巻頭言
自分を変えることから
安 岡 寛

 アンガーマネジメントをご存じだろうか。1970年代にアメリカで始まったとされる「自分の怒りとうまくつき合う」ための感情コントロール法である。昨年度は約24万人がアンガーマネジメント関係の研修を受講しているとのデータがあり、日本でも少しずつ広がりをみせている。

 アンガーマネジメントをテーマに講演会や研修会で話をするようになって2年になる。
「すぐにイライラしてしまう自分を変えたい。」
という思いを抱きながら、私の話に耳を傾ける子育て世代の保護者さんに対し、教職員をはじめとする子どもとかかわる仕事に携わる方は、
「すぐにキレるクラスの子どもを変えたい。」
という思いで話を聞いてくださることが多い。

 自分の怒りをキレるという形でしか表現できない子どもたち。目に余る暴言。そして、悪くなる一方のクラスの雰囲気……。自分がめざす学級経営の理想像と現実とのギャップが大きくなればなるほど、「目の前にいる子どもを何とかしたい」という思いが強くなるのはもっともなことである。
 しかしながら、子どもを変えることは、なかなか難しい。「手を変え品を変え、いろいろなアプローチを試みるがうまく機能しない」という悩みを抱える教師は少なくない。

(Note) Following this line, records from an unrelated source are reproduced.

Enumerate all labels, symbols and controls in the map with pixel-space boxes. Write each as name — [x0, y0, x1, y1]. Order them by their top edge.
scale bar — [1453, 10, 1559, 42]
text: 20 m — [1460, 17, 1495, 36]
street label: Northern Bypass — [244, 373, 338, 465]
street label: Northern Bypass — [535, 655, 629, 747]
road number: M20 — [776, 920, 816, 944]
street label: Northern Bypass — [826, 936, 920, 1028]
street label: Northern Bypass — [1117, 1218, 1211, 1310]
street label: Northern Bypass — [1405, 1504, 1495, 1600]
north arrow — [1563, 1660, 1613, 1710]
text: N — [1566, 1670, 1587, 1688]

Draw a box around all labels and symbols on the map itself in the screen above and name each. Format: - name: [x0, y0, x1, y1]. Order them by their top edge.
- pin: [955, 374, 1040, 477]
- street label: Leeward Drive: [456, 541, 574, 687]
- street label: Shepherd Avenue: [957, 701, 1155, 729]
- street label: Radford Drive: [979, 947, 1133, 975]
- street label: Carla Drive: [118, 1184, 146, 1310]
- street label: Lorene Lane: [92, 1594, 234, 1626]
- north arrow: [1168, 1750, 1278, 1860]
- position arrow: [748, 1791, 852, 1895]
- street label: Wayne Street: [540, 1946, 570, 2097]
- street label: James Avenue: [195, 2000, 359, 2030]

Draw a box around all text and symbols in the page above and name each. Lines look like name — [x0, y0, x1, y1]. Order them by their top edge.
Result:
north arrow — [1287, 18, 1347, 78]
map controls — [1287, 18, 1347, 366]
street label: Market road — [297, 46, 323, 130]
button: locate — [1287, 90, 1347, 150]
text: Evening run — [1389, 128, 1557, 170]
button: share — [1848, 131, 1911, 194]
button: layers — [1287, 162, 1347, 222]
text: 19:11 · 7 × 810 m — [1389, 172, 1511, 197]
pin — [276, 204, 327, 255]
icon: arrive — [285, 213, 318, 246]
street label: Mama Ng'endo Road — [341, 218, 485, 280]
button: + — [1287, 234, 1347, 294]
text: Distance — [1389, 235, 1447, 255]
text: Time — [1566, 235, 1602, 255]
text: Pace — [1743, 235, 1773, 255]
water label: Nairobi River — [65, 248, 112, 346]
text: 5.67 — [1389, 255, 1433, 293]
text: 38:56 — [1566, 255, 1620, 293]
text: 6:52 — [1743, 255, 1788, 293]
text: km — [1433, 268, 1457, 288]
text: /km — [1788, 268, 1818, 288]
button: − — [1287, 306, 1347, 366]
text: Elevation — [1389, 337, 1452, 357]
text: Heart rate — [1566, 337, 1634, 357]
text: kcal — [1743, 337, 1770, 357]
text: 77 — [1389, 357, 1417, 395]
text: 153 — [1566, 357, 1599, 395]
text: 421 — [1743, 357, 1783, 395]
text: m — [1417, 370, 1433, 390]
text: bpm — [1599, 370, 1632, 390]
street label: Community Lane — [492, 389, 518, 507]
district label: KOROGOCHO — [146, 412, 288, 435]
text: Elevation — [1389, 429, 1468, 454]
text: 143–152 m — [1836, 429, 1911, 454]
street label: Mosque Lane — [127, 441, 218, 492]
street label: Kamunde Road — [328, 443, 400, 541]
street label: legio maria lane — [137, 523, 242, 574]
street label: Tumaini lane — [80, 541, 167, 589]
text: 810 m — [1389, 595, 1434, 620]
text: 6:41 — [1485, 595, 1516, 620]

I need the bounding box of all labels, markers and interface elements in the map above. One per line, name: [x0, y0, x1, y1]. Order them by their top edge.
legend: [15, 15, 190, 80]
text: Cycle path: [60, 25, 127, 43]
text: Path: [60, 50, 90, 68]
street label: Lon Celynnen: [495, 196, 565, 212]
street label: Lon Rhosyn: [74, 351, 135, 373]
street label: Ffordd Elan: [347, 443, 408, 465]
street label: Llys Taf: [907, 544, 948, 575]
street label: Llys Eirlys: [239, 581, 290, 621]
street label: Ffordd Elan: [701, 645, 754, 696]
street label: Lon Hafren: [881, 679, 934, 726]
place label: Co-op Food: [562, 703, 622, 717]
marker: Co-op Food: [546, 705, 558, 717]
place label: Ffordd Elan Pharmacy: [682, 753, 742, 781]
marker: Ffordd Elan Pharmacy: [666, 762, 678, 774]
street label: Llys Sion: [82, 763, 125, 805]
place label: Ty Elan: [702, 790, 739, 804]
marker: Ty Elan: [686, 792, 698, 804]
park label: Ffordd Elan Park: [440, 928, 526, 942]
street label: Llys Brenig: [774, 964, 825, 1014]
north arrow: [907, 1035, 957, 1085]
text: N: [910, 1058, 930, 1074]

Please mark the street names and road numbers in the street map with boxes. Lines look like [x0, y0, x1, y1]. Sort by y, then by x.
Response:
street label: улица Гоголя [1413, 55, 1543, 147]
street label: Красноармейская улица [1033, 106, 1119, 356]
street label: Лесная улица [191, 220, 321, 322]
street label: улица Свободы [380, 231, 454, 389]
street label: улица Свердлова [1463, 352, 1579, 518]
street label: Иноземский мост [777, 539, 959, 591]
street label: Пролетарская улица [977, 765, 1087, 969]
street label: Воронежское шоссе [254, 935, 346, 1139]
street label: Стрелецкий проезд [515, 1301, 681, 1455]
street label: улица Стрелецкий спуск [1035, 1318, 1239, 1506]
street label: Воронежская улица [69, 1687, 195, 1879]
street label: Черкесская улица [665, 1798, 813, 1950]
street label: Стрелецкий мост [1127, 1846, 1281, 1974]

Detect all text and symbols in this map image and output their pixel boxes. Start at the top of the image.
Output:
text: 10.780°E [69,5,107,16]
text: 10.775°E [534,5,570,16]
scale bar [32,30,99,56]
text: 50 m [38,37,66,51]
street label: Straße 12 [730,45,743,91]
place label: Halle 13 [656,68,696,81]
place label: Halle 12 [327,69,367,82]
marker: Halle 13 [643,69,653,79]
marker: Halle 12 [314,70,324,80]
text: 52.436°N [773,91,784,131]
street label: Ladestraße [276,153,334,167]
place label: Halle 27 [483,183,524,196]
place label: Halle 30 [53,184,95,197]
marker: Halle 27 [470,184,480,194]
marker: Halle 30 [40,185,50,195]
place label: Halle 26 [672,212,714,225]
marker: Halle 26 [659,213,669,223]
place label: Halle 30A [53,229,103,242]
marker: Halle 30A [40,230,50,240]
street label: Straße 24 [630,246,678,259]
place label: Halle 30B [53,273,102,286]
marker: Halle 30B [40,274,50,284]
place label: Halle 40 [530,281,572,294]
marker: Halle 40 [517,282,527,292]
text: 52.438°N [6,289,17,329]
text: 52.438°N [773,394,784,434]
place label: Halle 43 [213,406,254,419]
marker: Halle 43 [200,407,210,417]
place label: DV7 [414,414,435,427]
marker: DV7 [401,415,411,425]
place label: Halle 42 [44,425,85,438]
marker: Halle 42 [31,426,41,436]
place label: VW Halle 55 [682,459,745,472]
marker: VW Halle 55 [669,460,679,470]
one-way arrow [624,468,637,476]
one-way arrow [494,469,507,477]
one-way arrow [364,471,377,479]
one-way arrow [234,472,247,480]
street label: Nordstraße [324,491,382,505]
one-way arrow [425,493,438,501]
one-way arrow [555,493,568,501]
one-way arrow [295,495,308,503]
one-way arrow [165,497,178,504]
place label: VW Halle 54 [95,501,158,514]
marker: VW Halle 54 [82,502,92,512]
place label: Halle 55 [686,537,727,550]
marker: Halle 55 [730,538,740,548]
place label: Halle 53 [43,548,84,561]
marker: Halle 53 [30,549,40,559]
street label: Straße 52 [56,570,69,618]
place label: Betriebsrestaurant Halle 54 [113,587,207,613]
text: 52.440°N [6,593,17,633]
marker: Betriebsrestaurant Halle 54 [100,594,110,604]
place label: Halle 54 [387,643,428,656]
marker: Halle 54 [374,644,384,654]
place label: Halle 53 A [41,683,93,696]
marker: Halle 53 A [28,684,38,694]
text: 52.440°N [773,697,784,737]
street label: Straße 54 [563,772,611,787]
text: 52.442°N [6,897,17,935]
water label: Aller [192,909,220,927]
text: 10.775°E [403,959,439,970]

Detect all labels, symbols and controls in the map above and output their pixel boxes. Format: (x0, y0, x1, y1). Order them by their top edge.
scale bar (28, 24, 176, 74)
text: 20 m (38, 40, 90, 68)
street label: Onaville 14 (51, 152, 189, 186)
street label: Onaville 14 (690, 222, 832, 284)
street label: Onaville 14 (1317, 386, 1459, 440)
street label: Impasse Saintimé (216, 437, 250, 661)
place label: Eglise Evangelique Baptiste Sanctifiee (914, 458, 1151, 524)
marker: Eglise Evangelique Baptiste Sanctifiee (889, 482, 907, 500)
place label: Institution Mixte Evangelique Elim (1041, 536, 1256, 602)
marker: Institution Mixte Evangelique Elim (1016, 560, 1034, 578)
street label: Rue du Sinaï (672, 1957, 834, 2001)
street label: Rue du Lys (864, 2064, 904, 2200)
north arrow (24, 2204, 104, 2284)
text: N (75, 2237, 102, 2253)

 そこで、アンガーマネジメントの手法を使って、「子どもを変える」のではなく、「自分が変わる」 ことを始めてみてはどうだろうか。
 アンガーマネジメントでは、怒りの原因を、他人でも出来事でもなく、〈自分の中にある「べき」〉 と、とらえている。
 宿題のノートは開いて出すべき。
 筆箱には鉛筆を5本入れるべき。
 給食は、担任に言ってから食缶に返すべき。
 こうした「べき」は、教師それぞれが、これまでの経験則から「こうすればうまくいく」というもの であり、「自分にとっては正しいこと」なのである。

 しかし、学級内にある教師の「べき」を守らない子どもをその都度叱ることは、教師には力が要ると 同時に、子どもにとってはしんどいことでもある。
 教師の「べき」が強ければ強いほど、子どもは不適切な行動をとることで自分のしんどさをアピールするという悪循環に陥る学級を多く見てきた。

 自分の「べき」を子どもに押しつけていないかを振り返ってみる。
 自分の持つ「べき」の整理整頓を行えば、怒るべきことに対して、怒る必要のないことの存在が見えてくる。
 怒るべきことは怒り、怒る必要のないことは怒らない。
 これが自分を変える第一歩だと思う。明日から、来週から、新学期から、「自分が変われば、子どもも変わっていくこと」を信じて、第一歩を踏み出すのもよいのではないだろうか。